Москва. Лето 2013-го.
Эдик Шмаков подошел к окну, с высоты третьего этажа окинул взглядом прилегающий к дому сквер и прошипел:
— Падлы. Понаехали с гор, чернота.
Я на это не отреагировал. Спокойно сделал себе чай, встал рядом с ним и увидел внизу двух смуглых парней, лет по пятнадцать, не старше. Одеты аккуратно, не богато и без понтов, за плечами школьные рюкзаки, а в руках смартфоны. В общем, типичные московские школьники, уткнулись в мобильники и ничего вокруг не замечают. Наверняка, папа в свое время свалил с гор, а эти уже здесь родились, в столице, и считают себя коренными мАсквичами. Для меня картина еще по прошлой жизни привычная, а для Шмакова-провинциала, судя по всему, нет. Пока нет.
— Егор, а давай я за ними следом прогуляюсь, посмотрю, где они живут, а потом мы их отработаем.

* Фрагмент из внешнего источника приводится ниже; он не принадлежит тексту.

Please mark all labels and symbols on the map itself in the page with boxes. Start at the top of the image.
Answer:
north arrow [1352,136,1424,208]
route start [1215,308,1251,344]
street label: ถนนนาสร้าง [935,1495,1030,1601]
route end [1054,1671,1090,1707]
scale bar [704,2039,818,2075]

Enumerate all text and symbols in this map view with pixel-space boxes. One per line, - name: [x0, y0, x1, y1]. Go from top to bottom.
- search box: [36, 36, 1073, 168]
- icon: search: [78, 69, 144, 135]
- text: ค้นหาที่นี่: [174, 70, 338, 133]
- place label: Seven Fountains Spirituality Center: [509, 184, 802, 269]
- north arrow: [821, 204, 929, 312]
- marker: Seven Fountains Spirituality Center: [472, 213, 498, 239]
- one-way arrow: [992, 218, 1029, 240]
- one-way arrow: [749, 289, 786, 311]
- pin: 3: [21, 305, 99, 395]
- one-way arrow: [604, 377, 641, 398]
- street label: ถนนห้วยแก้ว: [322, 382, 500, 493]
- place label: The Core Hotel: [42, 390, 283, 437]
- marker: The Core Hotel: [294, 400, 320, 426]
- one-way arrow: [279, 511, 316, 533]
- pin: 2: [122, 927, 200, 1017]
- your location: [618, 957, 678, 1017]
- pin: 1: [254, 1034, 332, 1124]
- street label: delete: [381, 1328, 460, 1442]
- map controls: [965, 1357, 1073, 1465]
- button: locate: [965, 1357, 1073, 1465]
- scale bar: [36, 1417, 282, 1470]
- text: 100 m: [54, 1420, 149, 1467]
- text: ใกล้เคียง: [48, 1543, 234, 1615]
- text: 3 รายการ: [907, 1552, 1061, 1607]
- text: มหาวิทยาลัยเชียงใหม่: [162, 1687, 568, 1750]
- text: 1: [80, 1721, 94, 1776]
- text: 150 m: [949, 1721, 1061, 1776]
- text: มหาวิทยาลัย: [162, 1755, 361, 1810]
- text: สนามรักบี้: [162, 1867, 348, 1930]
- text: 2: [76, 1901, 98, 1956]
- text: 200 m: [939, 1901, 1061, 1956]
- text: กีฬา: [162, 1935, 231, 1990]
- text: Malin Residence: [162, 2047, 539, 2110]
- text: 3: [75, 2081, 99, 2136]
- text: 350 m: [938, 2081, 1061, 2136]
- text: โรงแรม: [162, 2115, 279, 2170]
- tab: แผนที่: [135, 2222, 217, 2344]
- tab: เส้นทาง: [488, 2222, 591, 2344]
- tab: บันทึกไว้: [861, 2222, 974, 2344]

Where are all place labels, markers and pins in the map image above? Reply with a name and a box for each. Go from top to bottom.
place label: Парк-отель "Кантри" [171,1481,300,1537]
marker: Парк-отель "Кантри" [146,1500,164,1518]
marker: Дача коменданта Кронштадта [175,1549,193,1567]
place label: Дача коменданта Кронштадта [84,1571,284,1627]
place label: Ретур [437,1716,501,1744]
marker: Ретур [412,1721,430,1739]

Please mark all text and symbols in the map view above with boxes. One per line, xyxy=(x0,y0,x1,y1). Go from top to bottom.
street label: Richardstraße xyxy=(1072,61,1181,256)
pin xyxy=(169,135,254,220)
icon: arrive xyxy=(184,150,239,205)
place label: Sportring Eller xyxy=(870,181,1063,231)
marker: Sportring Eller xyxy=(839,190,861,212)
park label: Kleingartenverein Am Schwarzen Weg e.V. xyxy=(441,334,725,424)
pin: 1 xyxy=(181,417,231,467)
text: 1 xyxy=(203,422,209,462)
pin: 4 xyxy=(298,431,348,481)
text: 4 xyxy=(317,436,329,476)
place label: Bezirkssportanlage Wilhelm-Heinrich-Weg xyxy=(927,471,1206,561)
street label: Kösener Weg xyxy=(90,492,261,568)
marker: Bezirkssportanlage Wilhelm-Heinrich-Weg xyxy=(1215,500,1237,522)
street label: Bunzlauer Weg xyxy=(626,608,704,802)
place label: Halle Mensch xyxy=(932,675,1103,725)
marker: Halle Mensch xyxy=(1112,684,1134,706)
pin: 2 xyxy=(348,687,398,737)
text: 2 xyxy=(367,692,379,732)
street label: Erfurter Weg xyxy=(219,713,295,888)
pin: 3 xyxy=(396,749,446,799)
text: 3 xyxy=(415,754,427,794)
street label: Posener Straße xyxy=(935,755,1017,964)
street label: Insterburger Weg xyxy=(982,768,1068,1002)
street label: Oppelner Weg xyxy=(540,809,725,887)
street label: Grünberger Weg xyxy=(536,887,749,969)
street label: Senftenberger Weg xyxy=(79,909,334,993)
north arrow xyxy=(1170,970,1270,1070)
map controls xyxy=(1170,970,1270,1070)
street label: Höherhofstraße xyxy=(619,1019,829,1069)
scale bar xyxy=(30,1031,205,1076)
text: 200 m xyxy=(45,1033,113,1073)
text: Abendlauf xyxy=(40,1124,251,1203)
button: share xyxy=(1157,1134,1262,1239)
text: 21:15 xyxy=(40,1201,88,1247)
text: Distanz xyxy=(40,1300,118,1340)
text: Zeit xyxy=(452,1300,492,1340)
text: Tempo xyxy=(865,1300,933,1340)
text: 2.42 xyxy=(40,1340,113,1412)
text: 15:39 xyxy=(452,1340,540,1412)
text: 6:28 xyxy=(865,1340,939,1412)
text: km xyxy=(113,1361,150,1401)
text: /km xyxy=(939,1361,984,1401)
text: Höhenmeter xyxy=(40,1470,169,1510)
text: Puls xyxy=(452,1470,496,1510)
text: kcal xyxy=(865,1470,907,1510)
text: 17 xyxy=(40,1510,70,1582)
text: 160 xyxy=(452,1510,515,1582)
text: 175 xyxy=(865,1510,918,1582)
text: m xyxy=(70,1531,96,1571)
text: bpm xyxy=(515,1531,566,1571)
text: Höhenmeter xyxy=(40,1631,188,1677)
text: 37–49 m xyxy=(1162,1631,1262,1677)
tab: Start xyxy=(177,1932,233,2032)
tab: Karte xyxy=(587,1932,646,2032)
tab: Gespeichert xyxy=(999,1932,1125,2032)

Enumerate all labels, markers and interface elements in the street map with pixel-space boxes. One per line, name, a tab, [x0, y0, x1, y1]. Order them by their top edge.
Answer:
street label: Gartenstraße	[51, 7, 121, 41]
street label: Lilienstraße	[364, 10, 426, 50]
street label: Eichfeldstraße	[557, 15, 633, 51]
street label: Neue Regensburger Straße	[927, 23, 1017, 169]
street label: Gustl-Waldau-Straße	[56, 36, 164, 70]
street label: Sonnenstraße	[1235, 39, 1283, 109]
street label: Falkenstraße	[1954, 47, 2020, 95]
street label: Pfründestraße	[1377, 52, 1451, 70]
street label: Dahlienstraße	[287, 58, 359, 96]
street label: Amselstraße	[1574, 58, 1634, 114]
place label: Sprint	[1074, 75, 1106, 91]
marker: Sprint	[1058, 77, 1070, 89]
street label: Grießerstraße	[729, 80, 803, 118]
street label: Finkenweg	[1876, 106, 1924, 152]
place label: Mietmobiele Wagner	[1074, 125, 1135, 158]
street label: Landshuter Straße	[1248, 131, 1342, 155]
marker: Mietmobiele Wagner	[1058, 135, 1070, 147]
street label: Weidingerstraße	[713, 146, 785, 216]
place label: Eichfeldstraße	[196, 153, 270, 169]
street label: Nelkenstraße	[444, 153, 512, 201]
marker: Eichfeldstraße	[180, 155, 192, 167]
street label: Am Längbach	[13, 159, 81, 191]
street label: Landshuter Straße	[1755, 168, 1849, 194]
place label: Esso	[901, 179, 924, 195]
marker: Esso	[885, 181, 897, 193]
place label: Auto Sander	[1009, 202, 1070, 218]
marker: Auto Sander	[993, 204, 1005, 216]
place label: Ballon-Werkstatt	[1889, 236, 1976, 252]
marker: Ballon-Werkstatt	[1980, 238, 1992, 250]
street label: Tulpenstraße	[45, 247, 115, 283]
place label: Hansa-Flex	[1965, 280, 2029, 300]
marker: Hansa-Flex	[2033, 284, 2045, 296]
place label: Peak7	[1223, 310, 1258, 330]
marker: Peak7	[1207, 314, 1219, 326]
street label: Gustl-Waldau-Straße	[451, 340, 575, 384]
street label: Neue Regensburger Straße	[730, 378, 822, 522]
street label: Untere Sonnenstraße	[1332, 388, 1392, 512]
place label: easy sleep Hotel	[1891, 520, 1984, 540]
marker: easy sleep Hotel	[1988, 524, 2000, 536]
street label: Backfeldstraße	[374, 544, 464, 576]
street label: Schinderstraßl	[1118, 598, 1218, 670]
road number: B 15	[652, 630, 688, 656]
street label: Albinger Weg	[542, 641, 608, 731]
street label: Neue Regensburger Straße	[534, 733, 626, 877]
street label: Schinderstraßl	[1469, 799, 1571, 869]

— Нет, — я прислонился к стене и сделал глоток чая.
— Но почему?
— Во-первых, нельзя кого-то бить возле своего логова, а иначе на нас выйдут охотники, и придется бежать.
— А во-вторых?
— Во-вторых, они нам не враги.
— Но они же чурки! — парень удивился.
Перед моим мысленным взором промелькнули лица тех кавказцев, которые воевали вместе со мной против оккупантов, были и такие. А потом я вспомнил как за год до возвращения в Екатеринбург, где прежний Егор Нестеров нашел свой конец, несколько недель отсиживался на Кавказе. Трудные времена были, и тогда я много общался с уважаемыми людьми Цунтинского района (есть такой в Дагестане на границе с Грузией). Народ в доме старого Рустама, который приютил меня по просьбе своего родича Маги Исмаилова, собирался разный, и многие из этих людей не любили русских. Да что там, искренне ненавидели нас и в свое время состояли в бандформированиях, которые воевали с федералами. Однако меня не сдали, а позже даже помогли пробраться к Каспийскому морю. Но суть не в этом. Самым главным для меня было то, что я увидел, как и чем живут реальные горцы и смог услышать мнение людей, которые не уехали в Россию за легкой жизнью, а остались дома, возле могил предков.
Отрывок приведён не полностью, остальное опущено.